Traumas persistem mesmo anos após agressão; Lei Maria da Penha prevê assistência psicológica
“A violência acaba com a vida da mulher”, constata Gabriella Nicaretta. Aos 33 anos, ela advoga na defesa de mulheres que passam por violência doméstica, após ela mesma experienciar uma relação violenta por dois anos. “Começou com gritos e foi crescendo. Ele passou a arremessar coisas, a ser mais violento, até que fui espancada”, conta a advogada.
No primeiro episódio de agressão, a advogada conta que, em vez de ir à delegacia registrar um boletim de ocorrência, levou o então namorado ao psiquiatra. “Na minha cabeça, eu não queria que ele fosse violento. Criei vários mecanismos para acreditar que aquilo não estava acontecendo, que ele ia mudar. A vítima tende a minimizar, por mais grave que seja aquele acontecimento”, relata.
Mulheres que sofrem violência doméstica têm risco três vezes maior de desenvolver transtornos relacionados à saúde mental, enquanto 40% delas têm tendência de desenvolver transtorno de estresse pós-traumático, que pode ser desencadeado até três anos após a agressão. “Olhamos o impacto na mulher na condição de uma violência recente. Mas isso pode perpetuar e ser desencadeado muito tempo depois”, afirma a psicóloga.
Na última quarta-feira (7), a Lei Maria da Penha completou 18 anos. Uma referência na defesa das mulheres, a lei conta com mecanismos para prevenir e coibir a violência doméstica e familiar contra a mulher, seja ela física, psicológica, sexual, patrimonial e moral. Dentre os preceitos da lei está o de acolhimento das vítimas, explica a psicóloga Ana Rosa Detilio.
“A Lei Maria da Penha tem uma condição muito robusta com as Delegacias da Mulher, o Centro de Referência Especializado de Assistência Social (Creas) e o Centro de Referência da Assistência Social (CRAS), que são instituições que recebem as mulheres.”
Ela relata que o próprio ato de violência psicológica gera confusão na vítima, que se questiona o tempo todo se está sofrendo violência ou se é o companheiro está “em um dia ruim”. “É uma violência muito latente, e muito difícil de ser percebida, porque às vezes está implícita no dia a dia”, afirma.

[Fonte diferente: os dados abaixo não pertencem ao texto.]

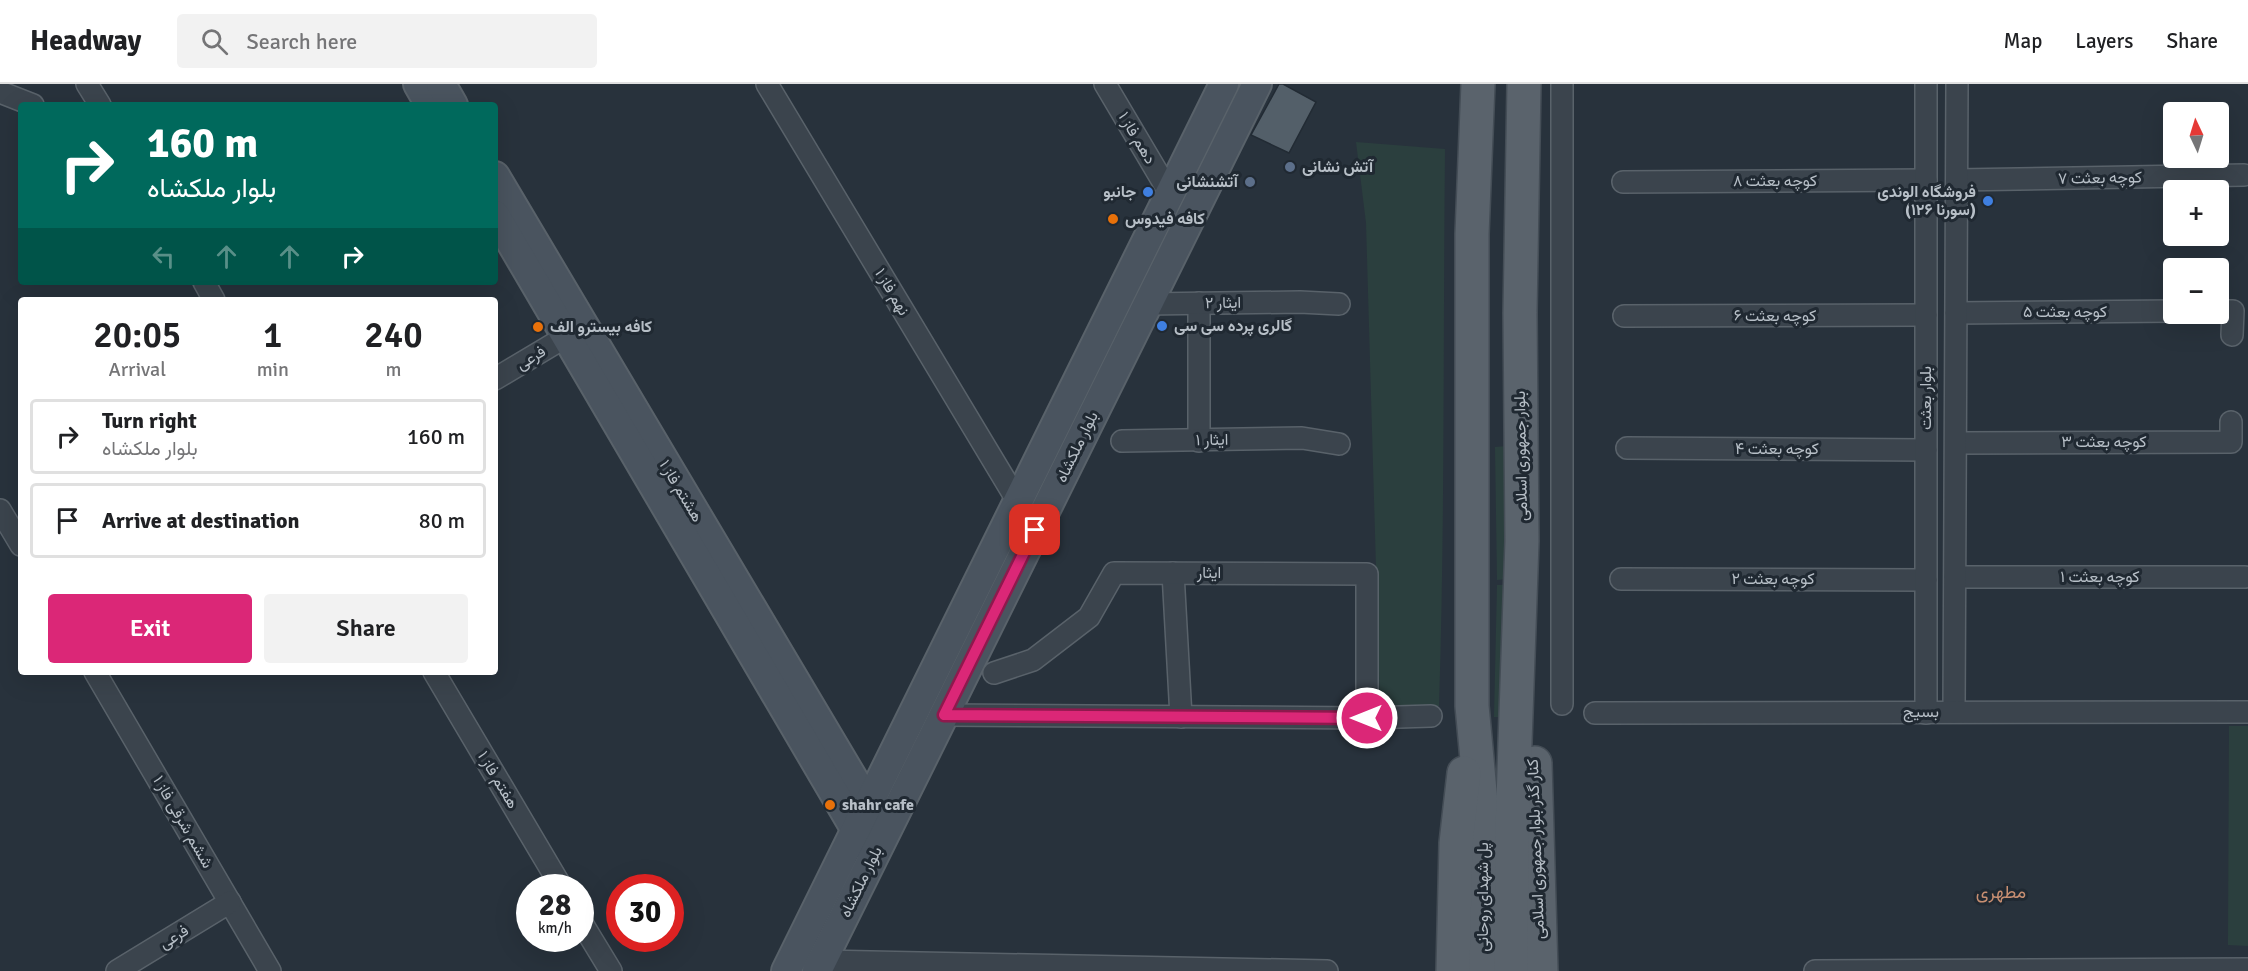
<!DOCTYPE html>
<html lang="en">
<head>
<meta charset="utf-8">
<style>
  body { margin:0; font-family:Signika,Vazirmatn,sans-serif; background:#f2f2f2; color:#202124; height:100vh; display:flex; flex-direction:column; font-size:22px; white-space:nowrap }
  * { box-sizing:border-box; margin:0 }
  p { font-size:20px; color:#757577 }
  .icon { flex:none; width:33px; height:33px; fill:none; stroke:currentColor; stroke-width:2; stroke-linecap:round; stroke-linejoin:round }
  .map { position:relative; flex:1; overflow:hidden }
  .drawer { position:absolute; left:18px; top:213px; width:480px; height:378px; display:flex; flex-direction:column; background:#fff; border-radius:6px; box-shadow:0 6px 24px #0002 }
  .drawer>* { flex:none }
  .banner { position:absolute; left:18px; top:18px; width:480px; height:183px; border-radius:6px; box-shadow:0 6px 24px #0002; background:#00695c; color:#fff; overflow:hidden }
  .needle { width:39px; rotate:356deg }
  .controls { position:absolute; left:2163px; top:18px; display:grid; gap:12px }
  .controls a { display:grid; place-items:center; width:66px; height:66px; border-radius:6px; background:#fff; box-shadow:0 6px 24px #0002; font-size:30px }
  .speed { position:absolute; left:516px; top:790px; display:flex; gap:12px; font-size:30px; font-weight:700; text-align:center }
  .speed>* { display:grid; place-content:center; width:78px; height:78px; border-radius:50%; background:#fff; box-shadow:0 6px 24px #0002; line-height:1 }
  .speed small { font-size:15px; font-weight:400 }
  .speed .limit { border:9px solid #d22; background:#fff; color:#111 }
  .pin { position:absolute; display:grid; place-items:center; width:51px; height:51px; color:#fff; margin:-26px; border-radius:12px; box-shadow:0 3px 9px #0006 }
  .me { position:absolute; width:66px; margin:-33px; rotate:270deg; stroke-linejoin:round; filter:drop-shadow(0 0 4px #0008) }
  .turn { display:flex; align-items:center; gap:21px; height:126px; padding:0 30px; font-size:27px }
  .turn .icon { width:78px; height:78px; stroke-width:2.5 }
  .turn b { display:block; font-size:42px; line-height:51px }
  .lanes { display:flex; align-items:center; height:57px; padding:0 30px; background:#0003; justify-content:center; gap:30px; direction:ltr }
  .lanes .off { opacity:.35 }
  .eta { display:flex; justify-content:space-evenly; align-items:center; height:102px; text-align:center }
  .eta b { font-size:36px; font-weight:600; line-height:42px }
  .primary-button { display:flex; gap:12px; margin-top:auto; padding:12px 30px }
  .primary-button a { flex:1; height:69px; border-radius:6px; background:#db2777; color:#fff; font-size:24px; font-weight:600; line-height:69px; text-align:center }
  .primary-button a+a { background:#f2f2f2; color:#202124 }
  ul { padding:0; list-style:none }
  li { display:flex; align-items:center; gap:18px; height:75px; margin:0 12px 9px; padding:0 18px; border:3px solid #e0e0e0; border-radius:6px }
  li div { flex:1 }
  li b { display:block; font-size:22px }
  li em { font-style:normal }
  header { display:flex; align-items:center; gap:36px; box-sizing:border-box; height:84px; padding:0 30px; background:#fff; border-bottom:2px solid #e0e0e0 }
  header strong { font-size:28px }
  nav { display:flex; gap:33px; margin-inline-start:auto; font-size:21px }
  .search { width:420px; height:54px; background:#f2f2f2; display:flex; align-items:center; gap:15px; box-sizing:border-box; padding:0 21px; border-radius:6px; color:#757577; font-size:22px }
  .map>svg:first-child { display:block }
  .green { fill:#2b3f3e }
  .building { fill:#535f69; stroke:#222b34; stroke-width:1.5 }
  .lines { fill:none; stroke-linecap:round; stroke-linejoin:round }
  .minor-casing { stroke:#59626a; stroke-width:24 }
  .secondary-casing { stroke:#59626a; stroke-width:32 }
  .primary-casing { stroke:#444d56; stroke-width:36 }
  .minor { stroke:#3b444d; stroke-width:21 }
  .secondary { stroke:#4a545f; stroke-width:28 }
  .primary { stroke:#5a636c; stroke-width:33 }
  .route-casing { stroke:#8e194d; stroke-width:15 }
  .route { stroke:#db2777; stroke-width:10 }
  .service-dot { fill:#5c6f8a; stroke:#202932; stroke-width:2 }
  .shop-dot { fill:#3f7fe0; stroke:#202932; stroke-width:2 }
  .food-dot { fill:#e8710a; stroke:#202932; stroke-width:2 }
  .labels { text-anchor:middle; dominant-baseline:central; stroke-width:6; stroke-linejoin:round; paint-order:stroke }
  .street-label { font-size:16px; fill:#b7bfc7; stroke:#202932 }
  .poi-label { font-size:16px; font-weight:bold; fill:#b7bfc7; stroke:#202932; text-anchor:start }
  .neighbourhood-label { font-size:18px; fill:#c88f72; stroke:#202932 }
</style>
</head>
<body>
<header>
<strong>Headway</strong>
<div class="search"><svg class="icon" aria-label="search" viewBox="0 0 24 24"><circle cx="10" cy="10" r="6"/><path d="M15 15l6 6"/></svg>Search here</div>
<nav><a>Map</a><a>Layers</a><a>Share</a></nav>
</header>
<div class="map">
<svg width="2248" height="887" viewBox="0 0 2248 887">
  <rect width="100%" height="100%" fill="#28323c"/>
  <!-- green -->
  <g class="green">
    <path d="M1356 58 1445 65C1443 251 1445 437 1439 622H1380L1366 139Z"/>
    <polygon points="1507,362 1507,495 1497,496 1495,363"/>
    <polygon points="1497,501 1508,501 1505,633 1494,633"/>
    <polygon points="2229,642 2248,642 2248,862 2228,861"/>
  </g>
  <!-- building -->
  <polygon class="building" points="1279,0 1283,0 1316,18 1289,69 1251,51"/>
  <g class="lines">
    <defs>
      <g id="minor">
        <polyline points="87,0 100,21"/>
        <polyline points="767,0 1017,416"/>
        <polyline points="1105,0 1169,108"/>
        <polyline points="0,8 33,21"/>
        <polyline points="1957,96 2244,91"/>
        <polyline points="1623,98 1926,96"/>
        <polyline points="204,198 214,216"/>
        <polyline points="1199,219 1199,357"/>
        <polyline points="1147,220 1300,218 1339,220"/>
        <polyline points="2218,227 2233,227 2232,251"/>
        <polyline points="1956,229 2174,227"/>
        <polyline points="1624,232 1926,231"/>
        <polyline points="495,295 577,246"/>
        <polyline points="1122,357 1302,354 1339,360"/>
        <polyline points="1956,359 2231,358 2231,338"/>
        <polyline points="1627,364 1926,366"/>
        <polyline points="0,426 21,461"/>
        <polyline points="1173,489 1181,633"/>
        <polyline points="1955,493 2245,493"/>
        <polyline points="1621,495 1926,496"/>
        <polyline points="95,588 270,887"/>
        <polyline points="434,588 562,804"/>
        <polyline points="994,589 1033,576 1089,533 1114,489 1367,490 1367,634"/>
        <polyline points="1562,620 1562,0"/>
        <polyline points="1954,628 1957,0"/>
        <polyline points="1595,629 2248,628"/>
        <polyline points="1926,629 1926,0"/>
        <polyline points="944,631 1367,634 1431,632"/>
        <polyline points="580,836 611,887"/>
        <polyline points="822,877 1327,887"/>
        <polyline points="117,887 230,818"/>
        <polyline points="1815,887 2248,885"/>
      </g>
      <g id="secondary">
        <polyline points="418,0 430,21"/>
        <polyline points="441,0 453,21"/>
        <polyline points="495,92 877,735"/>
        <polyline points="495,131 864,760"/>
        <polyline points="786,887 1224,0"/>
        <polyline points="817,887 1257,0"/>
      </g>
      <g id="primary">
        <polyline points="1478,0 1472,150 1472,622 1483,739 1483,887"/>
        <polyline points="1535,679 1541,887"/>
        <polyline points="1453,887 1456,759 1464,689"/>
        <polyline points="1511,887 1512,745 1522,457 1520,229 1524,0"/>
      </g>
    </defs>
    <!-- minor casing -->
    <use href="#minor" class="minor-casing"/>
    <!-- secondary casing -->
    <use href="#secondary" class="secondary-casing"/>
    <!-- primary casing -->
    <use href="#primary" class="primary-casing"/>
    <!-- minor -->
    <use href="#minor" class="minor"/>
    <!-- secondary -->
    <use href="#secondary" class="secondary"/>
    <!-- primary -->
    <use href="#primary" class="primary"/>
  </g>
  <g class="lines">
    <defs>
      <polyline id="route" points="1035,446 944,631 1367,634"/>
    </defs>
    <!-- route casing -->
    <use href="#route" class="route-casing"/>
    <!-- route -->
    <use href="#route" class="route"/>
  </g>
  <!-- markers -->
  <g class="service-dot">
    <circle cx="1290" cy="83" r="6"/>
    <circle cx="1250" cy="98" r="6"/>
  </g>
  <g class="shop-dot">
    <circle cx="1148" cy="108" r="6"/>
    <circle cx="1988" cy="117" r="6"/>
    <circle cx="1162" cy="242" r="6"/>
  </g>
  <g class="food-dot">
    <circle cx="1113" cy="135" r="6"/>
    <circle cx="538" cy="243" r="6"/>
    <circle cx="830" cy="721" r="6"/>
  </g>
  <g class="labels">
    <!-- street labels -->
    <g class="street-label">
      <text transform="translate(1137 54) rotate(59)">دهم فاز ۱</text>
      <text transform="translate(2100 94) rotate(-1)">کوچه بعثت ۷</text>
      <text x="1775" y="97">کوچه بعثت ۸</text>
      <text transform="translate(892 208) rotate(59)">نهم فاز ۱</text>
      <text transform="translate(1223 219) rotate(-1)">ایثار ۲</text>
      <text x="2065" y="228">کوچه بعثت ۵</text>
      <text x="1775" y="232">کوچه بعثت ۶</text>
      <text transform="translate(531 274) rotate(-31)">فرعی</text>
      <text transform="translate(1926 314) rotate(-90)">بلوار بعثت</text>
      <text transform="translate(1212 356) rotate(-1)">ایثار ۱</text>
      <text x="2104" y="358">کوچه بعثت ۳</text>
      <text transform="translate(1077 363) rotate(-64)">بلوار ملکشاه</text>
      <text x="1777" y="365">کوچه بعثت ۴</text>
      <text transform="translate(1521 372) rotate(-91)">بلوار جمهوری اسلامی</text>
      <text transform="translate(681 407) rotate(59)">هشتم فاز ۱</text>
      <text x="1209" y="489">ایثار</text>
      <text x="2100" y="493">کوچه بعثت ۱</text>
      <text x="1773" y="495">کوچه بعثت ۲</text>
      <text x="1921" y="628">بسیج</text>
      <text transform="translate(498 696) rotate(59)">هفتم فاز ۱</text>
      <text transform="translate(183 738) rotate(60)">ششم شرقی فاز ۱</text>
      <text transform="translate(1536 765) rotate(-92)">کنار گذر بلوار جمهوری اسلامی</text>
      <text transform="translate(861 798) rotate(-64)">بلوار ملکشاه</text>
      <text transform="translate(1483 813) rotate(-90)">پل شهدای روحانی</text>
      <text transform="translate(174 853) rotate(-31)">فرعی</text>
    </g>
    <!-- poi labels -->
    <g class="poi-label">
      <text x="1302" y="83">آتش نشانی</text>
      <text x="1238" y="98" text-anchor="end">آتشنشانی</text>
      <text x="1136" y="108" text-anchor="end">جانبو</text>
      <text x="1976" y="108" text-anchor="end">فروشگاه الوندی<tspan x="1976" dy="18">(سورنا ۱۲۶)</tspan></text>
      <text x="1125" y="135">كافه فيدوس</text>
      <text x="1174" y="242">گالری پرده سی سی</text>
      <text x="550" y="243">کافه بیسترو الف</text>
      <text x="842" y="721">shahr cafe</text>
    </g>
    <!-- neighbourhood labels -->
    <g class="neighbourhood-label">
      <text x="2001" y="808">مطهری</text>
    </g>
  </g>
</svg>
<div class="controls">
<a><svg class="needle" viewBox="-14 -14 28 28"><path d="M0-13l5 13h-10z" fill="#e53935"/><path d="M0 13l5-13h-10z" fill="#757577"/></svg></a>
<a>+</a>
<a>−</a>
</div>
<div class="speed"><div>28<small>km/h</small></div><div class="limit">30</div></div>
<div class="pin" style="left:1035px;top:446px;background:#d93025"><svg class="icon" aria-label="arrive" viewBox="0 0 24 24"><path d="M6 21V4h12l-3 4 3 4H6"/></svg></div>
<svg class="me" style="left:1367px;top:634px" viewBox="-20 -20 40 40"><circle r="17" fill="#db2777" stroke="#fff" stroke-width="3"/><path d="M0-11L8 9 0 5-8 9z" fill="#fff"/></svg>
<div class="banner">
<div class="turn"><svg class="icon" aria-label="right" viewBox="0 0 24 24"><path d="M7 20v-9h11M14 6l5 5-5 5"/></svg><div><b>160 m</b>بلوار ملکشاه</div></div>
<div class="lanes"><svg class="icon off" aria-label="left" viewBox="0 0 24 24"><path d="M17 20v-9H6M10 6l-5 5 5 5"/></svg><svg class="icon off" aria-label="ahead" viewBox="0 0 24 24"><path d="M12 20V5M6 11l6-6 6 6"/></svg><svg class="icon off" aria-label="ahead" viewBox="0 0 24 24"><path d="M12 20V5M6 11l6-6 6 6"/></svg><svg class="icon" aria-label="right" viewBox="0 0 24 24"><path d="M7 20v-9h11M14 6l5 5-5 5"/></svg></div>
</div>
<section class="drawer">
<div class="eta">
<div><b>20:05</b><p>Arrival</p></div>
<div><b>1</b><p>min</p></div>
<div><b>240</b><p>m</p></div>
</div>
<ul>
<li><svg class="icon" aria-label="right" viewBox="0 0 24 24"><path d="M7 20v-9h11M14 6l5 5-5 5"/></svg><div><b>Turn right</b><p>بلوار ملکشاه</p></div><em>160 m</em></li>
<li><svg class="icon" aria-label="arrive" viewBox="0 0 24 24"><path d="M6 21V4h12l-3 4 3 4H6"/></svg><div><b>Arrive at destination</b></div><em>80 m</em></li>
</ul>
<div class="primary-button"><a>Exit</a><a>Share</a></div>
</section>
</div>
</body>
</html>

Isso é enfrentado até hoje por Nicaretta, que diz não saber se vai se recuperar algum dia. “Faço terapia e tomo remédios. A gente perde totalmente a referência. Sinto que não vou conseguir me relacionar de maneira funcional com mais ninguém”, conta.
Jane Felipe, professora no programa de pós-graduação em educação da UFRGS (Universidade Federal do Rio Grande do Sul) e integrante do Grupo de Estudos de Educação e Relações de Gênero, lista os efeitos mais comuns de mulheres que passam por violência: tristeza profunda, estresse pós-traumático, insônia ou pesadelos constantes, evitar lugares e pessoas.
“Pesquisas indicam ainda que as mulheres apresentam um alto grau de ansiedade, insônia, depressão, baixa autoestima, gerando dificuldades na tomada de decisões, em especial na iniciativa de romper relacionamentos tóxicos”, diz.